Clang 9.0版本合并了一个非常有用的功能:-ftime-trace,该功能允许以友好的格式生成时间跟踪分析数据,对于开发人员更好地理解编译器将大部分时间花在何处以及其他需要改进的领域非常有用。已经在Unity、微信编译优化中使用。
在此之前,gcc/clang都已支持-ftime-report,可以打印编译过程每个阶段的时间摘要信息,但对用户很不友好。
1 clang/llvm编译器设置
设置clang编译器:
export CC=/usr/bin/clang
export CXX=/usr/bin/clang++
设置clang编译器-ftime-trace
参数:
set(CMAKE_C_COMPILER "/usr/bin/clang")
set(CMAKE_CXX_COMPILER "/usr/bin/clang++")
set(CMAKE_C_FLAGS "${CMAKE_C_FLAGS} -ftime-trace")
set(CMAKE_CXX_FLAGS "${CMAKE_CXX_FLAGS} -ftime-trace")
2 示例编译时长分析
示例工程目录:
├── build
├── CMakeLists.txt
└── demo.cc
// demo.cc
#include <vector>
#include <string>
#include <unordered_map>
#include <regex>
int main()
{
std::vector<int> v(10);
v.push_back(7);
std::unordered_map<std::string, double> m;
m.insert(std::make_pair("foo", 1.0));
std::regex re("^asd.*$");
return 0;
}
# CMakeLists.txt
cmake_minimum_required(VERSION 3.5)
# Set the project name
project (demo)
SET (CMAKE_C_COMPILER "/usr/bin/clang")
SET (CMAKE_CXX_COMPILER "/usr/bin/clang++")
set(CMAKE_C_FLAGS "${CMAKE_C_FLAGS} -ftime-trace")
set(CMAKE_CXX_FLAGS "${CMAKE_CXX_FLAGS} -ftime-trace")
# Add an executable
add_executable(demo demo.cc)
编译:
export CC=/usr/bin/clang
export CXX=/usr/bin/clang++
cd build
cmake ..
make
~/project/compile-time-analysis/time-trace/build$ find ./ -name *.json
./CMakeFiles/demo.dir/demo.cc.json
CMakeFiles/demo.dir/demo.cc.json
3 查看编译时长统计数据
通过chrome://tracing和speedscope可视化,我们可以清楚的知道在整个文件编译过程中那部分最耗时,并做有针对性的优化。 Trace Event Format
3.1 chrome://tracing/
3.2 https://www.speedscope.app/
- Time Order
- Left Heavy
- Sandwich
4 多个源文件编译统计分析
Clang 9+ -ftime-trace可以很方便地获取单个文件编译最耗时,但当一个工程中有多个文件需要构建时,如何找最耗时的操作就尤为重要,例如:在整个构建过程中那个文件编译最耗时,那个头文件包含最耗时,那个C++模板实例化最耗时,那个文件以及那个函数代码生成最耗时等。
4.1 将所有源文件的编译统计汇总
chrome://tracing只支持单个源文件的编译统计的导入,通过python脚本将所有源文件的编译统计汇总,用speedscope或chrome://tracing查看即可该工程的编译统计情况。
#!/usr/bin/env python3
"""Combine JSON from multiple -ftime-traces into one.
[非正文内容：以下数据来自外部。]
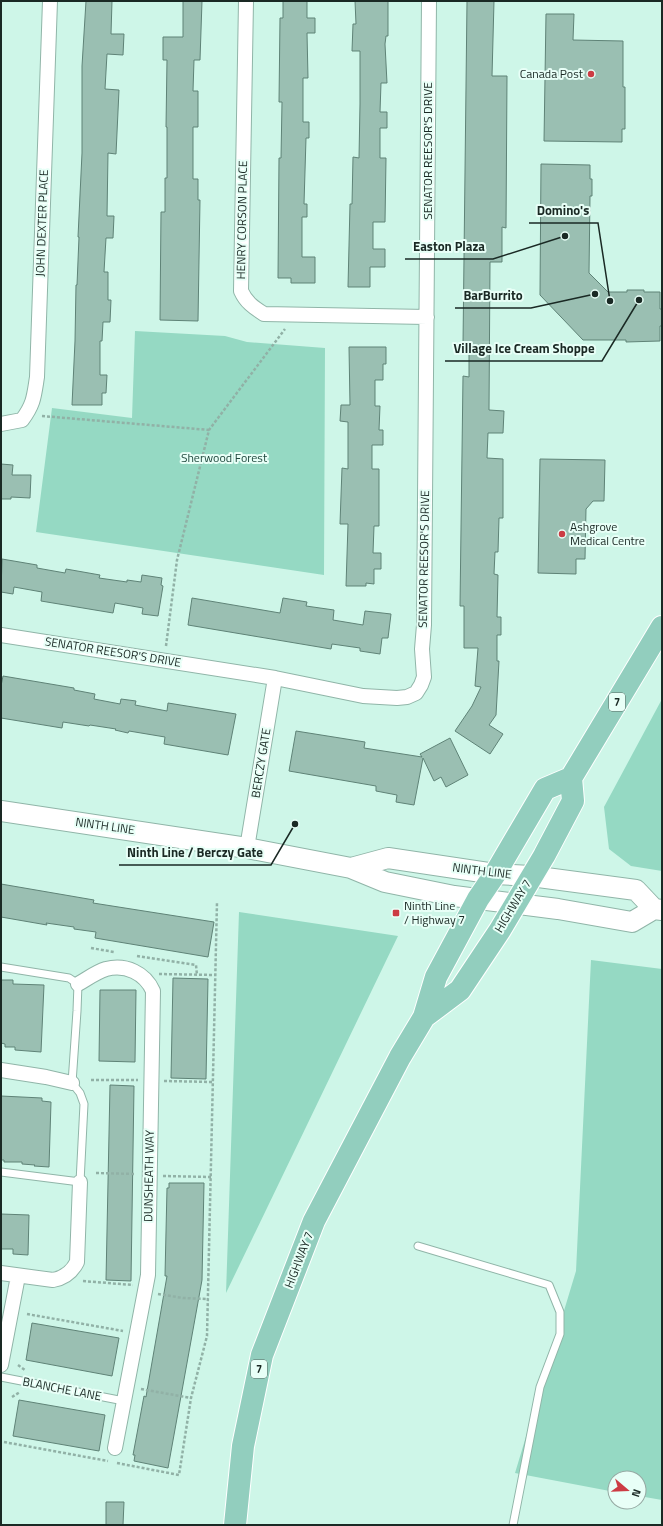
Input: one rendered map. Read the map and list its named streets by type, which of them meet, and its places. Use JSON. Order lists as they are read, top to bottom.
{
  "streets": {
    "main road": ["7", "NINTH LINE", "HIGHWAY 7"],
    "street": [
      "SENATOR REESOR'S DRIVE",
      "HENRY CORSON PLACE",
      "JOHN DEXTER PLACE",
      "BERCZY GATE",
      "DUNSHEATH WAY"
    ],
    "lane": ["BLANCHE LANE"]
  },
  "crossings": [
    ["SENATOR REESOR'S DRIVE", "HENRY CORSON PLACE"],
    ["SENATOR REESOR'S DRIVE", "BERCZY GATE"],
    ["7", "HIGHWAY 7"],
    ["BERCZY GATE", "NINTH LINE"],
    ["NINTH LINE", "HIGHWAY 7"],
    ["DUNSHEATH WAY", "BLANCHE LANE"]
  ],
  "parks": ["Sherwood Forest"],
  "places": {
    "other": [
      "Canada Post",
      "Easton Plaza",
      "BarBurrito",
      "Village Ice Cream Shoppe",
      "Domino's",
      "Ashgrove Medical Centre",
      "Ninth Line / Berczy Gate"
    ],
    "transit": ["Ninth Line / Highway 7"]
  },
  "north": "right"
}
Run with (e.g.): python combine_traces.py foo.json bar.json.
"""
import json
import sys
if __name__ == '__main__':
start_time = 0
combined_data = []
for filename in sys.argv[1:]:
with open(filename, 'r') as f:
file_time = None
for event in json.load(f)['traceEvents']:
# Skip metadata events
# Skip total events
# Filter out shorter events to reduce data size
if event['ph'] == 'M' or \
event['name'].startswith('Total') or \
event['dur'] < 5000:
continue
if event['name'] == 'ExecuteCompiler':
# Find how long this compilation takes
file_time = event['dur']
# Set the file name in ExecuteCompiler
event['args']['detail'] = filename
# Offset start time to make compiles sequential
event['ts'] += start_time
# Add data to combined
combined_data.append(event)
# Increase the start time for the next file
# Add 1 to avoid issues with simultaneous events
start_time += file_time + 1
with open('combined.json', 'w') as f:
json.dump({'traceEvents': sorted(combined_data, key=lambda k: k['ts'])}, f)
4.2 Clang Build Analyzer
https://github.com/aras-p/ClangBuildAnalyzer
ClangBuildAnalyzer(-ftime-trace)
5 clang -ftime-trace实现原理分析
5.1 clang/llvm编译步骤
The Architecture of Open Source Applications: LLVM
查看clang/llvm编译的步骤:
// min.cc
int min(int lhs, int rhs)
{
if (lhs > rhs) {
return rhs;
}
return lhs;
}
~/project/compile-time-analysis/time-trace$ clang -ccc-print-phases min.cc
+- 0: input, "min.cc", c++
+- 1: preprocessor, {0}, c++-cpp-output
+- 2: compiler, {1}, ir
+- 3: backend, {2}, assembler
+- 4: assembler, {3}, object
5: linker, {4}, image
- 预处理(preprocessor):
这阶段的工作主要是头文件导入,宏展开/替换,预编译指令处理,以及注释的去除。
clang -E min.cc
- 编译(compiler):
这阶段做的事情比较多,主要有:
a. 词法分析(Lexical Analysis):将代码转换成一系列 token,如大中小括号 paren’()’ square’[]’ brace’{}’、标识符 identifier、字符串 string_literal、数字常量 numeric_constant 等等;
clang -fsyntax-only -Xclang -dump-tokens min.cc
b. 语法分析、语义分析
这个阶段有两个模块Parser(语法syntax分析器)、Sema(语义分析Semantic)配合完成:
Parser:遍历每个Token做词句分析,根据当前语言的语法,验证语法是否正确,最后生成一个 节点(Nodes)并记录相关的信息。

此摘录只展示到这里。